IN THE ANALOG WORLD high functional density implies high component density and that's exactly what you'll see when you pop the backs of these 200 Series boxes. Inside the box what you'll see is clearly not the output of a mass production manufacturing process. Instead you'll see a form of electronic art. The art is not only in the design of the modules but in their assembly. The assembly elves took such great pride in their work that they signed the circuit boards; I recognize names of associates from that period. During the early 70s when I walked into Buchla's workshop what I found were San Francisco Bay Area composers, performers, dancers, and other artists supporting their art habits by assembling 200 Series modules.

THIS SYSTEM is 35 years old. It's in great condition but it has a few wrinkles. One of the superficial charms of the 200 Series is that it produces a little light show (remember this gear has its roots in the 1960s) as it goes through its paces.
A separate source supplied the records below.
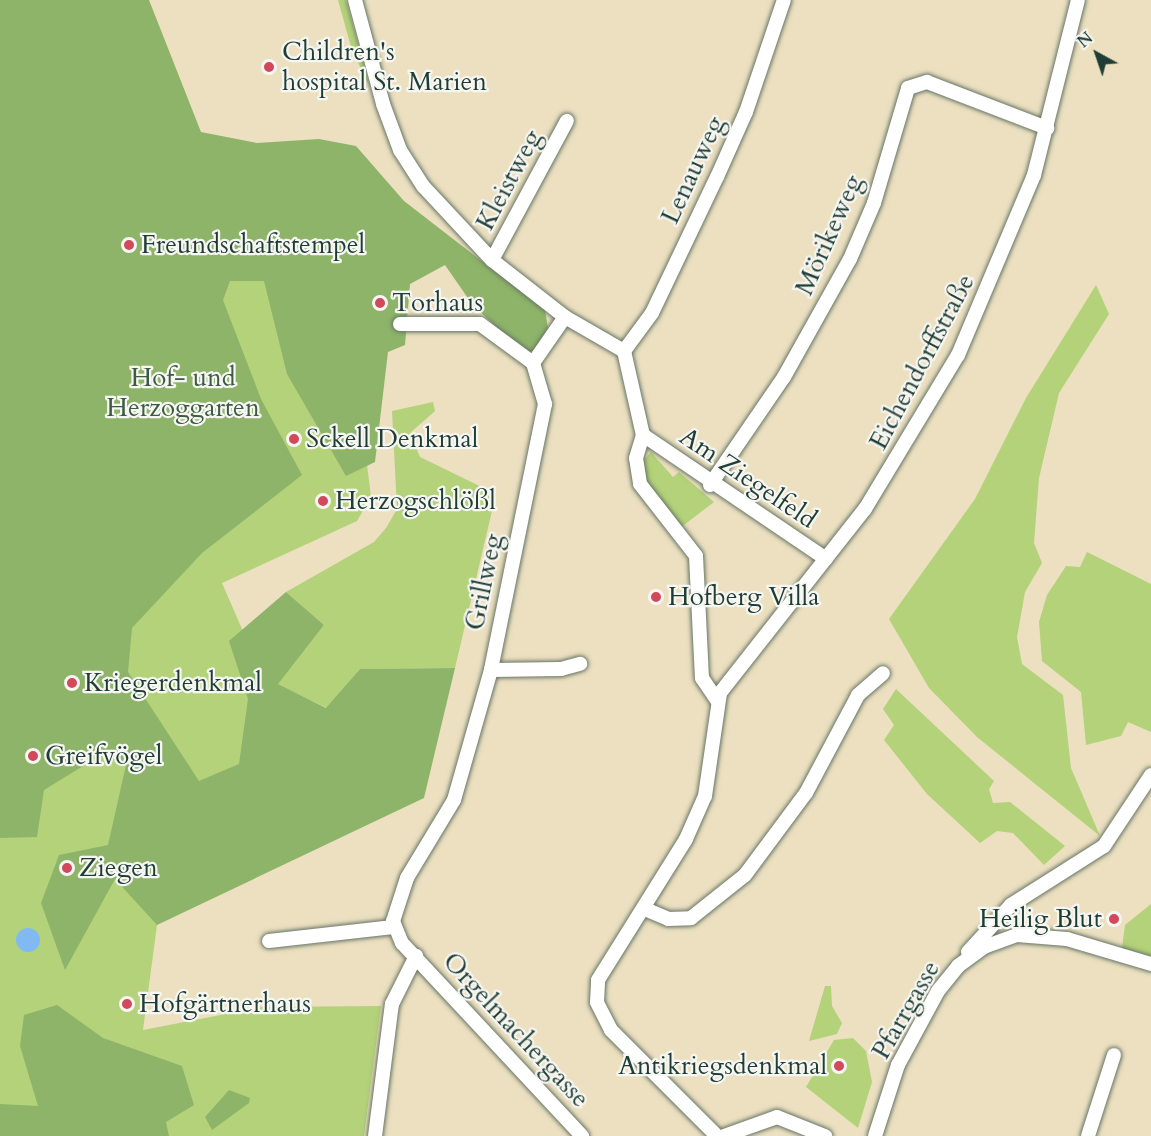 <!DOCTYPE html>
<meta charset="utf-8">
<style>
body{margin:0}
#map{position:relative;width:1151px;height:1136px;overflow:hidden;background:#ece0c1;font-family:Cardo,serif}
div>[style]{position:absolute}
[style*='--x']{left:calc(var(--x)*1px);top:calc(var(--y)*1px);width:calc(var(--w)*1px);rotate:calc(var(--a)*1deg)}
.green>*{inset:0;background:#b3d279}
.forest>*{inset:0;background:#8eb469}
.water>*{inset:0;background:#81baf2}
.round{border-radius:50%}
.roads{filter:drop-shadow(0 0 2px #677665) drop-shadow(0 0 2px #677665)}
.street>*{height:14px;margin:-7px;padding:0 7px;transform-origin:7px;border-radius:7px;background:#fff}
.dots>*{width:16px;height:16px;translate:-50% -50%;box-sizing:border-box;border:3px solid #f6f6f2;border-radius:50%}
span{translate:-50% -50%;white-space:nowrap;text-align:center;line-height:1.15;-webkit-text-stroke:4.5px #f6f6f2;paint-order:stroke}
.poi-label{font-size:26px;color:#1f3d34}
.left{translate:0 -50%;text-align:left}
.right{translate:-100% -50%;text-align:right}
.street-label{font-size:26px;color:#1f3d34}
.park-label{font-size:26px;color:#3d5b42}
.north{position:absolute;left:1067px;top:24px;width:60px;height:60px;-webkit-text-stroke:4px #f6f6f2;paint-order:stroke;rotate:320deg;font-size:16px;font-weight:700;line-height:24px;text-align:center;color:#1f3d34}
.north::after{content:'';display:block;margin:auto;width:21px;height:27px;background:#1f3d34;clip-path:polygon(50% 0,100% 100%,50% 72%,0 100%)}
</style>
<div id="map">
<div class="green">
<div style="clip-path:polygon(0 0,211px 195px,364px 440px,371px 497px,357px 521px,222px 583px,281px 719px,157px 925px,143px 1030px,262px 1007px,381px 1006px,364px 1136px,0 1136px)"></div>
<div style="clip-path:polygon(338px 0,346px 0,370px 88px,351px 47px)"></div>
<div style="clip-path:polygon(1096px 285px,1109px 314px,1059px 393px,1039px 478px,1034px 543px,1042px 563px,1025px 592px,1017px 637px,1022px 664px,1063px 695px,1071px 768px,1100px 836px,977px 737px,929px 688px,889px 619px,975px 499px,1026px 398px)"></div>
<div style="clip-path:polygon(433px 402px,435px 411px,410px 433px,420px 457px,496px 494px,455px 668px,360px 669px,327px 708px,277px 684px,324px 625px,286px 592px,374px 542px,386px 528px,397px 509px,392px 411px)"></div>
<div style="clip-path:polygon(651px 452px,673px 477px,679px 472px,714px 502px,680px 528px,647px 490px,642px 462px)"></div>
<div style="clip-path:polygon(1087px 552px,1151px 584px,1151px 732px,1128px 722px,1121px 736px,1086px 745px,1081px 692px,1042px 661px,1039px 622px,1047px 595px,1066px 566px,1080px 567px)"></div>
<div style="clip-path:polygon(896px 689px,994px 781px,989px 789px,993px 803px,1010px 802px,1065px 846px,1044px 865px,1013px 833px,997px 831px,980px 843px,927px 794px,884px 740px,894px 725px,883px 709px)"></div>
<div style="clip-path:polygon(1151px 904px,1151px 956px,1122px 948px,1125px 925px)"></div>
<div style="clip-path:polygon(825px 986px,831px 986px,832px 1006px,842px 1023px,837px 1034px,809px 1041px)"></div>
<div style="clip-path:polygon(853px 1038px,866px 1051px,872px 1082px,858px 1128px,806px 1087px,834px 1040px)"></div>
</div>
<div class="forest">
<div style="clip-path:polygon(0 0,149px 0,201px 132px,257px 143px,319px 139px,356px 146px,404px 201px,545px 310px,548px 328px,535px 350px,524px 353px,472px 304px,445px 265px,410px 284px,405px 345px,388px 352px,375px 462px,346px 476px,287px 374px,264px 281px,230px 281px,223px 300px,261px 399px,302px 475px,202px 553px,132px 628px,128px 672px,199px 781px,239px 764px,248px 699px,229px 641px,286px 592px,324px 625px,278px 684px,326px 708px,360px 669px,455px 668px,424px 798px,157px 925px,115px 879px,65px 970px,41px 903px,59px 855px,108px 845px,126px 765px,101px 755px,44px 790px,37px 837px,0 838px)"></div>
<div style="clip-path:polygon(57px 1005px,103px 1038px,182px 1066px,194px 1105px,166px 1122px,169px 1136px,0 1136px,0 1104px,38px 1106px,20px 1046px,24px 1015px)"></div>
<div style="clip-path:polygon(229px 1090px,250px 1098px,249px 1103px,212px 1130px,205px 1117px)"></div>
</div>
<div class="water">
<div class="round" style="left:16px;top:928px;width:24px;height:24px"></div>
</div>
<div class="roads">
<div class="street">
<div style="--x:355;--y:0;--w:108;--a:74.9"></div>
<div style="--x:383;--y:104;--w:49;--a:69.7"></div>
<div style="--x:400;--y:150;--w:43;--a:57.4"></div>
<div style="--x:423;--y:186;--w:101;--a:47"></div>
<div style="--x:492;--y:260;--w:93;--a:38"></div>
<div style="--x:565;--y:317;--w:68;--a:30"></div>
<div style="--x:624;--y:351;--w:86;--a:77.3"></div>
<div style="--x:643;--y:435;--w:24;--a:107"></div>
<div style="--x:636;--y:458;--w:26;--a:81"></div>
<div style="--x:640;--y:484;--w:91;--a:52.1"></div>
<div style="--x:696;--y:556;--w:122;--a:87.2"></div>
<div style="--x:702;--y:678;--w:27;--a:56"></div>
<div style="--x:492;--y:260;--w:158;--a:-61.7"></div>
<div style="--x:400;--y:324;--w:80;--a:0"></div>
<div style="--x:480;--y:324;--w:66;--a:36.3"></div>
<div style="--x:533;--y:363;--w:56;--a:-55.2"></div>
<div style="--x:624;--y:351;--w:47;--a:-53.6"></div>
<div style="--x:652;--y:313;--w:151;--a:-64.5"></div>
<div style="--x:717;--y:177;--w:71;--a:-66"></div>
<div style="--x:746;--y:112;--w:118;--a:-71.3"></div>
<div style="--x:533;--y:363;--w:43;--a:73.7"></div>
<div style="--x:545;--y:404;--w:271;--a:101.5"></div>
<div style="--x:491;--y:670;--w:135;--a:105.9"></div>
<div style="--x:454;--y:800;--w:91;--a:121.1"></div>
<div style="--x:407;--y:878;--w:45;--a:108"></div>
<div style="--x:393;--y:921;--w:24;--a:68"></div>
<div style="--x:402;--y:943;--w:264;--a:47"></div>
<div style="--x:643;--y:435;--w:221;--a:34.1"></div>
<div style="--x:710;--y:485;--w:131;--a:-55.6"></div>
<div style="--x:784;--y:377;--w:135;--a:-60.8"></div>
<div style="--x:850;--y:259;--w:61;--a:-66.8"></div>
<div style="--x:874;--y:203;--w:120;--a:-73.5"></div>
<div style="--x:908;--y:88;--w:20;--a:-18"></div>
<div style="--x:927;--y:82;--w:129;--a:21"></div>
<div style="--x:491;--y:670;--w:70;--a:-0.8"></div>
<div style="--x:561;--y:669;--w:20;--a:-15"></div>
<div style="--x:645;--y:909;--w:25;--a:23"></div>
<div style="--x:668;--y:919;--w:23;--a:-2"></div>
<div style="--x:691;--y:918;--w:69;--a:-38.5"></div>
<div style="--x:745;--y:875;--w:102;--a:-53.4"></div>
<div style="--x:806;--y:793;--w:111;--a:-62"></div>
<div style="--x:858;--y:695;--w:33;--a:-41"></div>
<div style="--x:269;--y:941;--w:125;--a:-6.4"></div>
<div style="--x:968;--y:952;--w:64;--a:-47.5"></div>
<div style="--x:1011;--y:905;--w:110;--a:-32.4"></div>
<div style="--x:1104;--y:846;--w:85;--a:-56.5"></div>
<div style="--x:375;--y:1136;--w:133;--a:-82.7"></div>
<div style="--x:392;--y:1004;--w:54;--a:-63.4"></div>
<div style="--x:717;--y:1136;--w:150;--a:-135"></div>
<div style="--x:611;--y:1030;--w:31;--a:-117"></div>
<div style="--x:597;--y:1002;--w:22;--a:-87"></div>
<div style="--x:598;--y:980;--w:166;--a:-58"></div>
<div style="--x:686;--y:839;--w:47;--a:-66.2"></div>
<div style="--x:705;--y:796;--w:104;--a:-81.7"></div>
<div style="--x:720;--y:693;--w:234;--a:-51.8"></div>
<div style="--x:865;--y:509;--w:180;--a:-58.9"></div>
<div style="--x:958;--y:355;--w:195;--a:-67.1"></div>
<div style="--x:1034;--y:175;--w:180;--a:-75.9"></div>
<div style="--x:724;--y:1136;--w:56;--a:-19.7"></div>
<div style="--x:777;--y:1117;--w:52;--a:21.6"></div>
<div style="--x:875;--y:1136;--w:75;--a:-72.1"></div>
<div style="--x:898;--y:1065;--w:84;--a:-61.6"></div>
<div style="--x:938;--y:991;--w:32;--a:-51"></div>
<div style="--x:958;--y:966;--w:32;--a:-36"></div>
<div style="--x:984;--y:947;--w:35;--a:-20"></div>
<div style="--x:1017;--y:935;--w:50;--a:4.6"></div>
<div style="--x:1067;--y:939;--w:88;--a:16.6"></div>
<div style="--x:1088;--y:1136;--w:85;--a:-72.2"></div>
</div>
</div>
<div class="dots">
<div style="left:269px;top:67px;background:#d1495b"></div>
<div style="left:129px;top:245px;background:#d1495b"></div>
<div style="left:380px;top:303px;background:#d1495b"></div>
<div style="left:294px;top:439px;background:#d1495b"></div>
<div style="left:323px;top:501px;background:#d1495b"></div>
<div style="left:656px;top:597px;background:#d1495b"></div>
<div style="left:72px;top:683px;background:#d1495b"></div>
<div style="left:33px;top:756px;background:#d1495b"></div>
<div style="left:67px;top:868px;background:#d1495b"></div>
<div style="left:1114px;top:919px;background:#d1495b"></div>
<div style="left:127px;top:1004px;background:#d1495b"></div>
<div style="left:839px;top:1066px;background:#d1495b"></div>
</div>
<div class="poi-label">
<span class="left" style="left:282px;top:67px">Children's<br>hospital St. Marien</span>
<span class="left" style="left:141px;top:245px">Freundschaftstempel</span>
<span class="left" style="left:392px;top:303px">Torhaus</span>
<span class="left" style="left:306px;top:439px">Sckell Denkmal</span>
<span class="left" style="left:335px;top:501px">Herzogschlößl</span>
<span class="left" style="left:668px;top:597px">Hofberg Villa</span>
<span class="left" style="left:84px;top:683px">Kriegerdenkmal</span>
<span class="left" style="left:45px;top:756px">Greifvögel</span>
<span class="left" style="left:79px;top:868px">Ziegen</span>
<span class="right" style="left:1102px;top:919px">Heilig Blut</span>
<span class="left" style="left:139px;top:1004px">Hofgärtnerhaus</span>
<span class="right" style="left:827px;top:1066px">Antikriegsdenkmal</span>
</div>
<div class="street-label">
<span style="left:693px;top:170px;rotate:-65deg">Lenauweg</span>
<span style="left:509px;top:180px;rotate:-62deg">Kleistweg</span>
<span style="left:829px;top:235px;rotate:-66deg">Mörikeweg</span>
<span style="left:922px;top:362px;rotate:-62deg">Eichendorffstraße</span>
<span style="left:748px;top:478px;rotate:34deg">Am Ziegelfeld</span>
<span style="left:484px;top:582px;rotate:-78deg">Grillweg</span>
<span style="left:906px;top:1010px;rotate:-60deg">Pfarrgasse</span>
<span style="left:516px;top:1030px;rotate:47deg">Orgelmachergasse</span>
</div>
<div class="park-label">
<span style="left:183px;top:393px">Hof- und<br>Herzoggarten</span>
</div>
<div class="north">N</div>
</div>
Presently 4 of its 19 lamps are dark. 2 of those dark lamps are on the Quad LoPass Gate yet that has absolutely no negative effect on the functioning of their associated envelope generators; in other words no light changes track the outputs of two of the envelope generators that otherwise work perfectly. The other 2 dark lamps are associated with 2 of the 4 joysticks on the Quad Spatial Director. The standard approach to designing joysticks is to use two pots, one for the X axis and the other for the Y axis. The Quad Spatial Director uses a non-standard approach. The underside of each joystick is a concave reflector. Below it on a circuit board is a lamp surrounded by 4 photo-resistors. As the joystick moves through its field of motion it reflects the lamp's light onto the photo resistors thereby producing voltages that can be applied to the XY inputs of the Location Control jacks. Therefore the joysticks can be used to steer sound manually in quad space. This unit has 4 joysticks; 2 work exactly as designed - one for the right hand, one for the left hand.
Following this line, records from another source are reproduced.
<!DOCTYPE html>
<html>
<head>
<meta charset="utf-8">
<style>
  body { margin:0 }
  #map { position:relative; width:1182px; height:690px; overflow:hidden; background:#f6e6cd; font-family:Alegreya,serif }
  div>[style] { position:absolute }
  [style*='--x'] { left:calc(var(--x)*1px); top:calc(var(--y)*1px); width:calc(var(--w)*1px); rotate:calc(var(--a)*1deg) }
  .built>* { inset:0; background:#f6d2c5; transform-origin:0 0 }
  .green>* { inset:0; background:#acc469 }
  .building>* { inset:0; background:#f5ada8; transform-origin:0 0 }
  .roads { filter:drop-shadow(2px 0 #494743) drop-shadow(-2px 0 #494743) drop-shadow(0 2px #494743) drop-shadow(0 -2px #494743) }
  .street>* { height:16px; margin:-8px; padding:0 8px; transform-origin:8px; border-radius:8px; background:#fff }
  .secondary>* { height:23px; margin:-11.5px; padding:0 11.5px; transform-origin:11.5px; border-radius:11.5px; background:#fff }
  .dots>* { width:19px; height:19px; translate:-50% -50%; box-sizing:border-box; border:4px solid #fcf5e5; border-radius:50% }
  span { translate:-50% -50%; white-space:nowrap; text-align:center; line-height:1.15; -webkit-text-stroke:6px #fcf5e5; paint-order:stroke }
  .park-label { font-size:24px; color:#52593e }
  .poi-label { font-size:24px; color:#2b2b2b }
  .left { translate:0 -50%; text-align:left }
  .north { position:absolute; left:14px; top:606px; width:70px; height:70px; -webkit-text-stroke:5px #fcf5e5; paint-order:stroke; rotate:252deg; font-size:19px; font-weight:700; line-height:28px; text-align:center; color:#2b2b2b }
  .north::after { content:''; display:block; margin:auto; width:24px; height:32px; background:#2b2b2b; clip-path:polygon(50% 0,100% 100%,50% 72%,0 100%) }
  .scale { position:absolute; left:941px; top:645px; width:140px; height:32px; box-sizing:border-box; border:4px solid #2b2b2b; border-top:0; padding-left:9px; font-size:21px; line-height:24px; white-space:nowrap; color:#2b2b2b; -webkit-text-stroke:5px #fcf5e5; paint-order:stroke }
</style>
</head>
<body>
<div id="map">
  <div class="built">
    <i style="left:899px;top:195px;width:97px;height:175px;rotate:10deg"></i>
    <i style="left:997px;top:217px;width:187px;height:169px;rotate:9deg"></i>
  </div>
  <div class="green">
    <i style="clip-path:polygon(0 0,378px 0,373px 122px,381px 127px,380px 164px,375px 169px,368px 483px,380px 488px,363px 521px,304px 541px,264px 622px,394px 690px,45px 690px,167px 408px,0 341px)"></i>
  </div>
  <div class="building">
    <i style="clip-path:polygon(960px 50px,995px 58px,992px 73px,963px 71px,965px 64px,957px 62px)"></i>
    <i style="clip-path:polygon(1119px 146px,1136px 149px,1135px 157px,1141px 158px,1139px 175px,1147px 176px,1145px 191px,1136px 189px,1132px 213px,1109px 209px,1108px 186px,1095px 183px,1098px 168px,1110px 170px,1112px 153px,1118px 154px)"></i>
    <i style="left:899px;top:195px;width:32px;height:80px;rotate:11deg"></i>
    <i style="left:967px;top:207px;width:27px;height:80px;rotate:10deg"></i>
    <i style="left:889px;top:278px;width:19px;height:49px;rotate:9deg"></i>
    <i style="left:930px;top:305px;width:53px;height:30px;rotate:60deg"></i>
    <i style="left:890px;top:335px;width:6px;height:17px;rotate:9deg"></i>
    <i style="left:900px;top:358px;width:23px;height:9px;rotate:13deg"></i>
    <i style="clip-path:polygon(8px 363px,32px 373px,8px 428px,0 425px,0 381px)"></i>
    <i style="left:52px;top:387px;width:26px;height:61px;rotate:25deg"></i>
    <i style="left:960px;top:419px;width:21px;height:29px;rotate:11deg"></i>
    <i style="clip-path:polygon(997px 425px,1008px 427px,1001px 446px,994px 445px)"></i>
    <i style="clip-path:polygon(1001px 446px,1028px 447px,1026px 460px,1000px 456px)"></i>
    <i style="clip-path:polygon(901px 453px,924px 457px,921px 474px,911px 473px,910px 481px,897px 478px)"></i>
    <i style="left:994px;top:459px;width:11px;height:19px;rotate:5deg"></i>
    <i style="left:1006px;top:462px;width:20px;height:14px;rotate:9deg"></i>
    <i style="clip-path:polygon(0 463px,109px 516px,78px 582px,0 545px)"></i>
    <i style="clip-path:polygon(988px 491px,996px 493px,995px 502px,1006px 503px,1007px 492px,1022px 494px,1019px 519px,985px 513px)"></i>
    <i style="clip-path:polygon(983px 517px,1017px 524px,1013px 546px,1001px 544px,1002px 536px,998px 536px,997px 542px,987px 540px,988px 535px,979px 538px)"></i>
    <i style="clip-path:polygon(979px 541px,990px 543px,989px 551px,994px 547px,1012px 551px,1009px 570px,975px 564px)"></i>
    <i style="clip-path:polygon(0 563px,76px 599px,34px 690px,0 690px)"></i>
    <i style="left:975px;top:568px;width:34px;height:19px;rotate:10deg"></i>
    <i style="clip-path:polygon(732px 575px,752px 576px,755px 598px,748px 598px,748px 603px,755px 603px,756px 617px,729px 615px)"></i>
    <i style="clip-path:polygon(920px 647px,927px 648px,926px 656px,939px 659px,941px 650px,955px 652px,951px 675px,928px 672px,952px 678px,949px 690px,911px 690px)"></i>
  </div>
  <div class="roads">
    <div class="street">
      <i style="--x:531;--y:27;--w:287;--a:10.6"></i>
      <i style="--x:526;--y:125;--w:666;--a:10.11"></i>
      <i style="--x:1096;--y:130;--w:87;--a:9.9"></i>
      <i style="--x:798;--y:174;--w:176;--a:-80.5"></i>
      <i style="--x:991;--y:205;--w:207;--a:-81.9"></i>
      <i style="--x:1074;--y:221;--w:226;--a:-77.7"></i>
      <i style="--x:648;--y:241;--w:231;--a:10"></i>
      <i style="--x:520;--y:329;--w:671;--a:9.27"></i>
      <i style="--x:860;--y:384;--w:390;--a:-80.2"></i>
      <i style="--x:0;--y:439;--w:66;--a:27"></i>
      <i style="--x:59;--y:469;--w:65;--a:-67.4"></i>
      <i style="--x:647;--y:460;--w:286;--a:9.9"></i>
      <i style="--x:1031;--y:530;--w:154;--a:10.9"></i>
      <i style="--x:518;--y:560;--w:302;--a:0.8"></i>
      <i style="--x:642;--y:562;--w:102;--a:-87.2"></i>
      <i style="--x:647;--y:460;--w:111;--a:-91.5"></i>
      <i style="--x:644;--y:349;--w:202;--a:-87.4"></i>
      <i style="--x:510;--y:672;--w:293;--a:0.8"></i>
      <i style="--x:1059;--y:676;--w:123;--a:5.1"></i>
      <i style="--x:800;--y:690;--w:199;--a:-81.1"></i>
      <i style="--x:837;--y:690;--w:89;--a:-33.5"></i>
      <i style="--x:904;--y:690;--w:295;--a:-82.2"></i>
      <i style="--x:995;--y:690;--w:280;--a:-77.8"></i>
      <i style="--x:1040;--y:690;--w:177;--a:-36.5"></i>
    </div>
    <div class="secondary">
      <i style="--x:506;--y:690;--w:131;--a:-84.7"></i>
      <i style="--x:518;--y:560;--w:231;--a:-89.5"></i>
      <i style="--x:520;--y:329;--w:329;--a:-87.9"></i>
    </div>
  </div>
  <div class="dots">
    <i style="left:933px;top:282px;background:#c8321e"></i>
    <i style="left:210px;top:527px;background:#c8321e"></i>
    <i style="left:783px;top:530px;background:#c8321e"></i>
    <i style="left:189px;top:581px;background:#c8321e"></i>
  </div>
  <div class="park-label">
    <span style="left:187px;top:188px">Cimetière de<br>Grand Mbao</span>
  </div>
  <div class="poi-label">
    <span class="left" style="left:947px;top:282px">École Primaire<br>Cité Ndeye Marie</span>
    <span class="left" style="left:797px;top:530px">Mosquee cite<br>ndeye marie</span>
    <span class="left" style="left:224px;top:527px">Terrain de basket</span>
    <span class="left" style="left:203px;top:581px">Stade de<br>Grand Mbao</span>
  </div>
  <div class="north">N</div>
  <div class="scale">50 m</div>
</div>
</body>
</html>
How do you move sound in the 2 sections with the dark lamps? Simple. Patch control voltages from the sequencer, random voltage sources, or envelope generators to the Location Control jacks. Personally I always thought the joysticks were very pretty but I never used them because my hands were always busy playing other parts of my road system. I always used control voltages at the Location Control jacks. Another wrinkle has to do with the Sequential Voltage Source. In a nutshell if you connect the Pulse Out to the Advance In, this sequencer does not step 1,2,3,4,5,1,2,3,4.5,1...... Depending upon the switch settings it'll break into two stages so you can get 1,2 to repeat and 3,4,5, to repeat. Here's where 200 Series functional density and redundancy come into play. There's an analog input available on the sequencer so you can get 1,2,3,4,5 repeatedly by using control voltages from an envelope generator or one axis of a joystick. Far more interesting is to use continuous random voltages to swing from 1 through 5 in unpredictable patterns with predictable or unpredictable timings. Or to use the fixed random voltages to jump around discretely from 1 to 5. If you're an electronic music composer who steers clear of the obvious you will not miss those four dark lamps and you will find the sequencer as well as the rest of the system a delight.